> [Work to complete]: Find every line of the data below that has "roads" in it. Reply with the number only.

=== Begin Enclosure ===

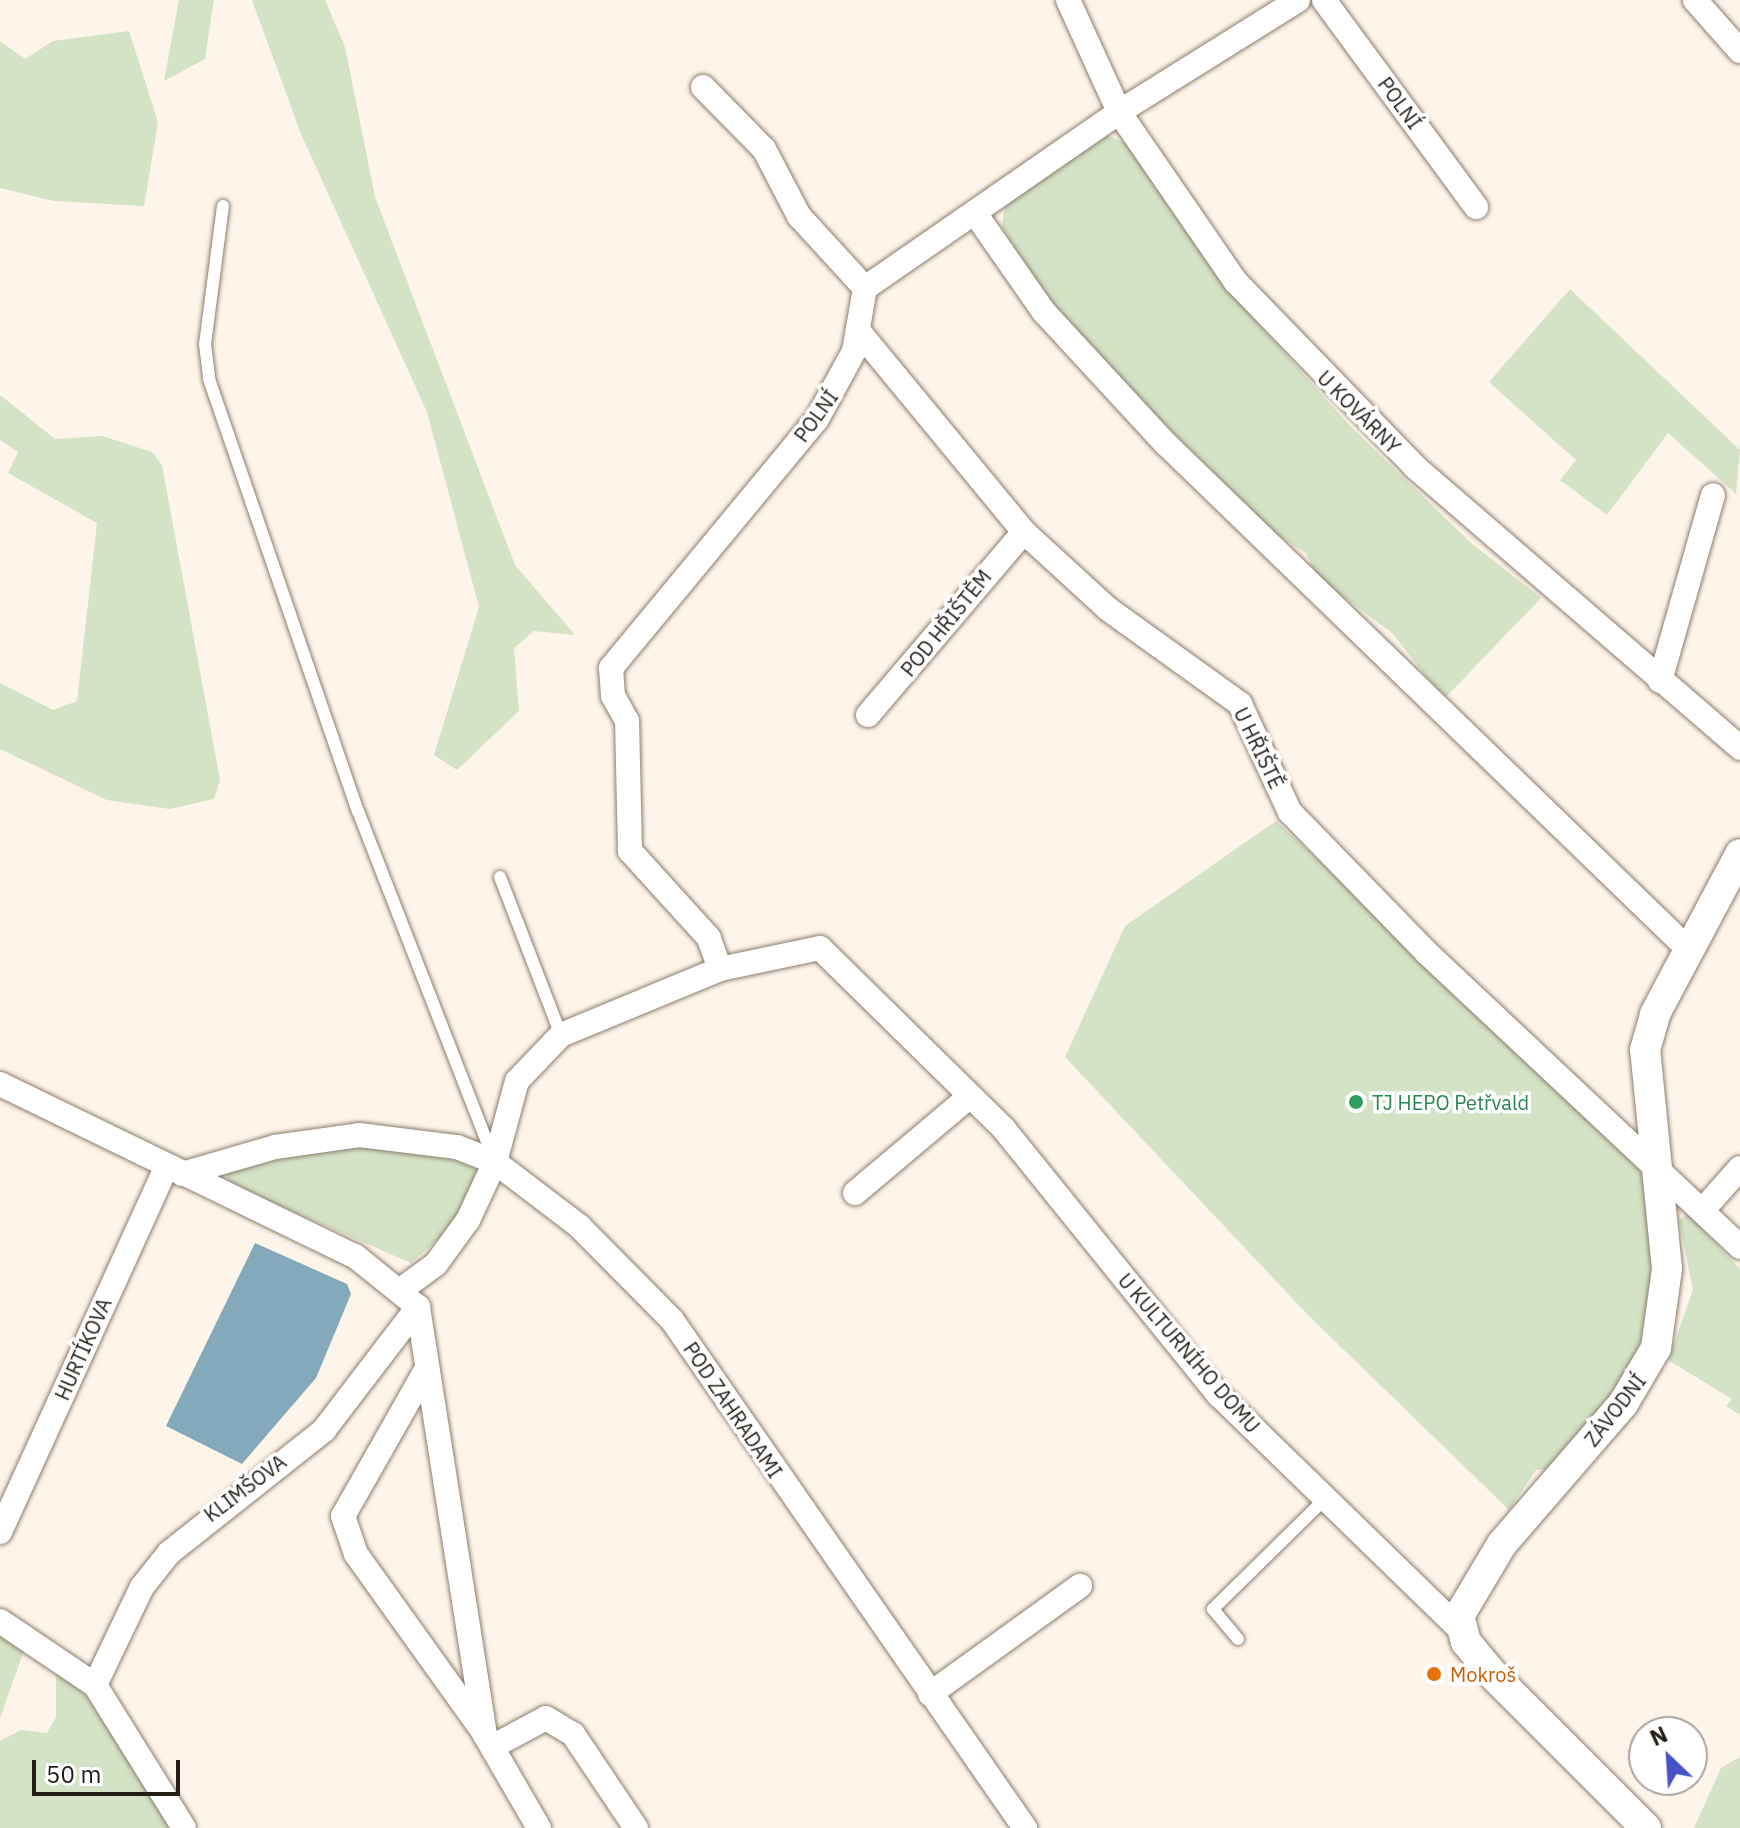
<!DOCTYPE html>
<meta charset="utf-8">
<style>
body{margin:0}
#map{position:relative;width:1740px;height:1828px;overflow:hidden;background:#fef5ea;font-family:"IBM Plex Sans",sans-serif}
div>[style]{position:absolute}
.green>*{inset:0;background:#d4e2c5}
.water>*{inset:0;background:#83a9bb}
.roads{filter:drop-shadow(0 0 2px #8a7d6d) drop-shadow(0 0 2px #8a7d6d)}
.service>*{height:12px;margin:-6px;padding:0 6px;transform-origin:6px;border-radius:6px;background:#fff}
.minor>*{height:24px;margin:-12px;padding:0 12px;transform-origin:12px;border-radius:12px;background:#fff}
.tertiary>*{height:30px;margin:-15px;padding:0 15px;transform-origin:15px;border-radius:15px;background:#fff}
.dots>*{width:22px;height:22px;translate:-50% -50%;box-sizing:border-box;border:4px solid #fff;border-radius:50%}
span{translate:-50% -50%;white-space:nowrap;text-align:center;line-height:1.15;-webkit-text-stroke:7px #fff;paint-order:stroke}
.street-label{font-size:20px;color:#221d17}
.leisure-label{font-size:20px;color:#27864d}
.left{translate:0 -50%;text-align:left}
.food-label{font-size:20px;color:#c56008}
.north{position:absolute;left:1628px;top:1716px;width:80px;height:80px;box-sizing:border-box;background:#fff;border:2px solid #a7a5a2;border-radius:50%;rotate:335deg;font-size:22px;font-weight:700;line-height:32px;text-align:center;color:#221d17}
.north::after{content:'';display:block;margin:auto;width:28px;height:36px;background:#4652c7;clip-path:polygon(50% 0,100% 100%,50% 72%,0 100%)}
.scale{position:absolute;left:32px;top:1760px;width:148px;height:36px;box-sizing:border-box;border:4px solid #221d17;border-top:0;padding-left:10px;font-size:24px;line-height:28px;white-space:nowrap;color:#221d17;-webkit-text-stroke:6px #fff;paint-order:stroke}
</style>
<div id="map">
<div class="green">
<div style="clip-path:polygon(179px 0,214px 0,205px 59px,164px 81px)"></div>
<div style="clip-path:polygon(252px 0,325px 0,345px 47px,375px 197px,515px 565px,575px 635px,534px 631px,514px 648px,519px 711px,457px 770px,434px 755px,479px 607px,427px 412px,301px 134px)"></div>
<div style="clip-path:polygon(129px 31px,158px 122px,144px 206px,54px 201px,0 188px,0 41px,25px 59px,53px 41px)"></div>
<div style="clip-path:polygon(1104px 134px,1128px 144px,1228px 290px,1351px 427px,1470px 542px,1541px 598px,1444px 699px,1392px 633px,1317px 577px,1306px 553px,1277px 535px,1127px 387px,1054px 308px,1002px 227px,1005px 203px)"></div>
<div style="clip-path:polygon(1570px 289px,1740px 450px,1736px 494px,1668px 433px,1607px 515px,1560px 480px,1576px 460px,1489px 382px)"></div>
<div style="clip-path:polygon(0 395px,55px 439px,102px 436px,152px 452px,162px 465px,220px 780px,214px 799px,170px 809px,107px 800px,0 749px,0 683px,53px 710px,77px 701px,97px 523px,8px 473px,18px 452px,0 440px)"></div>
<div style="clip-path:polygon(1276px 821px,1640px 1156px,1654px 1258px,1644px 1339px,1624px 1377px,1549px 1469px,1536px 1470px,1509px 1510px,1307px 1314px,1065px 1057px,1125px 926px)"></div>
<div style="clip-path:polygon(360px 1146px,451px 1159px,481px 1171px,461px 1219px,411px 1263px,229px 1184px,225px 1169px)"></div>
<div style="clip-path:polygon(1688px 1214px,1740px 1269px,1740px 1415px,1726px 1406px,1732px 1399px,1668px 1360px,1693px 1290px,1679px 1220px)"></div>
<div style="clip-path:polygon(0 1636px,25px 1648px,0 1718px)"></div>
<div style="clip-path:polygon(56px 1667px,83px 1692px,175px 1828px,0 1828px,0 1741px,21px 1730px,47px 1733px,56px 1717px)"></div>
<div style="clip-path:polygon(1740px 1757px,1740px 1828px,1694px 1828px,1721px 1768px)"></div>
</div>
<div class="water">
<div style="clip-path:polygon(255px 1243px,347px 1284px,351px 1294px,316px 1378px,242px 1464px,166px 1426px)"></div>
</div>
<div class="roads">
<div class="service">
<div style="left:223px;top:206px;width:139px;rotate:97.4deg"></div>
<div style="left:205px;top:344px;width:35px;rotate:83deg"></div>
<div style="left:209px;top:379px;width:457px;rotate:71deg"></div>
<div style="left:358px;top:811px;width:369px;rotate:68.7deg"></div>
<div style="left:500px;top:877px;width:169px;rotate:68.9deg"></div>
<div style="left:1238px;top:1639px;width:39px;rotate:-130deg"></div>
<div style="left:1213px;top:1609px;width:154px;rotate:-44.5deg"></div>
</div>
<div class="minor">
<div style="left:1068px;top:0;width:123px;rotate:65.5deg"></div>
<div style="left:1119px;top:112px;width:206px;rotate:55.5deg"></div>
<div style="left:1236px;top:282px;width:257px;rotate:45.9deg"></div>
<div style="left:1415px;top:467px;width:430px;rotate:40.8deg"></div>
<div style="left:1324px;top:0;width:257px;rotate:53.7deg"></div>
<div style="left:1695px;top:0;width:68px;rotate:48.6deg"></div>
<div style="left:703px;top:87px;width:87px;rotate:45.5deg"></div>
<div style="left:764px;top:149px;width:76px;rotate:62.4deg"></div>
<div style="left:799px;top:216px;width:98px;rotate:47.5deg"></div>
<div style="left:977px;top:216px;width:117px;rotate:55.1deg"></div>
<div style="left:1044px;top:312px;width:180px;rotate:47.3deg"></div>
<div style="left:1166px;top:444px;width:728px;rotate:44.05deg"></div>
<div style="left:860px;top:333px;width:258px;rotate:50.5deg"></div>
<div style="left:1024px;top:532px;width:114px;rotate:42.5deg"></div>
<div style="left:1108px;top:609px;width:163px;rotate:35.7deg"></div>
<div style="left:1240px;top:704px;width:119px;rotate:65.2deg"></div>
<div style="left:1290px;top:812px;width:195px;rotate:45.8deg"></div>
<div style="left:1426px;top:952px;width:431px;rotate:43.2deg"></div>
<div style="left:1660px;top:681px;width:193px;rotate:-74.1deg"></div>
<div style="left:868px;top:715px;width:240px;rotate:-49.6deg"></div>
<div style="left:720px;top:969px;width:33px;rotate:-110deg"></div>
<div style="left:709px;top:938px;width:118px;rotate:-132.2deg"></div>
<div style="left:630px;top:851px;width:130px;rotate:-91.3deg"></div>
<div style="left:627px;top:721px;width:29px;rotate:-119deg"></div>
<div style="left:613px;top:696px;width:28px;rotate:-94deg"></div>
<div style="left:611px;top:668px;width:323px;rotate:-50.4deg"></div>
<div style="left:817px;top:419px;width:77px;rotate:-61.4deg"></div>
<div style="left:854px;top:351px;width:64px;rotate:-80.1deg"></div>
<div style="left:865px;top:288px;width:309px;rotate:-34.7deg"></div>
<div style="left:1119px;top:112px;width:211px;rotate:-32deg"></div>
<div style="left:0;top:1084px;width:394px;rotate:25.9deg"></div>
<div style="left:355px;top:1256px;width:81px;rotate:39deg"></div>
<div style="left:418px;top:1307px;width:433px;rotate:81.1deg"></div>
<div style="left:485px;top:1735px;width:108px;rotate:59.9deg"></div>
<div style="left:182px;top:1174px;width:97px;rotate:-16.2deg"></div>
<div style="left:275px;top:1147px;width:85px;rotate:-8.1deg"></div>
<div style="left:359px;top:1135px;width:99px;rotate:7deg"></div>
<div style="left:457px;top:1147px;width:41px;rotate:21.5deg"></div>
<div style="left:495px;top:1162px;width:106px;rotate:37.3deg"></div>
<div style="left:579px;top:1226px;width:132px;rotate:45.3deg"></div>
<div style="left:672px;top:1320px;width:619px;rotate:55.21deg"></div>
<div style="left:855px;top:1193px;width:150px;rotate:-40.1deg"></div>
<div style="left:1702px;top:1211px;width:57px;rotate:-48.5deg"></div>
<div style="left:402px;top:1289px;width:42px;rotate:-36.3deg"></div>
<div style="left:436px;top:1264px;width:54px;rotate:-54deg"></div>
<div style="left:468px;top:1220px;width:64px;rotate:-65deg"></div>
<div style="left:495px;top:1162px;width:84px;rotate:-74.8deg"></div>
<div style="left:517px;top:1081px;width:64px;rotate:-46.3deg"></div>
<div style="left:561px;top:1035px;width:172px;rotate:-22.5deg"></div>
<div style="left:720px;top:969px;width:102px;rotate:-11.9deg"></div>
<div style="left:820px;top:948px;width:258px;rotate:44.5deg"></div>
<div style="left:1004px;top:1129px;width:342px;rotate:51.1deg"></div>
<div style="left:1219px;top:1395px;width:334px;rotate:44.2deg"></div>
<div style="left:426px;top:1370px;width:168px;rotate:119.6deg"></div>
<div style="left:343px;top:1516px;width:40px;rotate:71.1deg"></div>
<div style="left:356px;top:1554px;width:220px;rotate:54.4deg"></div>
<div style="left:0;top:1532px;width:401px;rotate:-65.5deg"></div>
<div style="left:0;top:1621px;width:115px;rotate:34deg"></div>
<div style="left:95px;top:1685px;width:168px;rotate:58.1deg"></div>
<div style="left:95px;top:1685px;width:109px;rotate:-64.4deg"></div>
<div style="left:142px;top:1587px;width:43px;rotate:-51.5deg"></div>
<div style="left:169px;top:1553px;width:198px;rotate:-38.4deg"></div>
<div style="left:324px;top:1430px;width:155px;rotate:-52.6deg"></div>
<div style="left:930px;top:1694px;width:185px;rotate:-35.8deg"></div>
<div style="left:492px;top:1747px;width:61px;rotate:-28.2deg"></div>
<div style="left:546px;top:1718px;width:31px;rotate:31deg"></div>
<div style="left:573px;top:1734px;width:113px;rotate:56.2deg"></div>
</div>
<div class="tertiary">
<div style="left:1646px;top:1828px;width:212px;rotate:-135deg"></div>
<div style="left:1496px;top:1678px;width:47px;rotate:-129.8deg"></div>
<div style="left:1466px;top:1642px;width:27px;rotate:-105deg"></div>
<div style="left:1459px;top:1616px;width:84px;rotate:-59.2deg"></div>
<div style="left:1502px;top:1544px;width:185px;rotate:-49.2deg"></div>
<div style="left:1623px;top:1404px;width:65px;rotate:-59.5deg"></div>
<div style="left:1656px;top:1348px;width:80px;rotate:-82.1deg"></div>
<div style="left:1667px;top:1269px;width:220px;rotate:-95.7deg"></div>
<div style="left:1645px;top:1050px;width:37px;rotate:-74deg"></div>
<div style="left:1655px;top:1014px;width:181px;rotate:-62deg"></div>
</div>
</div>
<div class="dots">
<div style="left:1356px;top:1102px;background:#2e9e5b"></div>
<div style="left:1434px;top:1674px;background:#e8710a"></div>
</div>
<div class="street-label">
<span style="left:1400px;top:103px;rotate:54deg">POLNÍ</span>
<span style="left:1359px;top:412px;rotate:45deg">U KOVÁRNY</span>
<span style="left:816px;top:416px;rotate:-54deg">POLNÍ</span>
<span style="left:946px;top:623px;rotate:-51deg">POD HŘIŠTĚM</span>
<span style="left:1259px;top:748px;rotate:64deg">U HŘIŠTĚ</span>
<span style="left:83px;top:1349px;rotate:-66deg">HURTÍKOVA</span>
<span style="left:1189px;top:1353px;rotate:49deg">U KULTURNÍHO DOMU</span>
<span style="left:733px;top:1410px;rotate:56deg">POD ZAHRADAMI</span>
<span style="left:1615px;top:1410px;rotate:-52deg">ZÁVODNÍ</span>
<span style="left:245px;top:1488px;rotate:-37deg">KLIMŠOVA</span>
</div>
<div class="leisure-label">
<span class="left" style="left:1372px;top:1102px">TJ HEPO Petřvald</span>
</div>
<div class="food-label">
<span class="left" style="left:1450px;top:1674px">Mokroš</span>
</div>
<div class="north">N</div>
<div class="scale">50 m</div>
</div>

=== End Enclosure ===

> [Answer space]: 2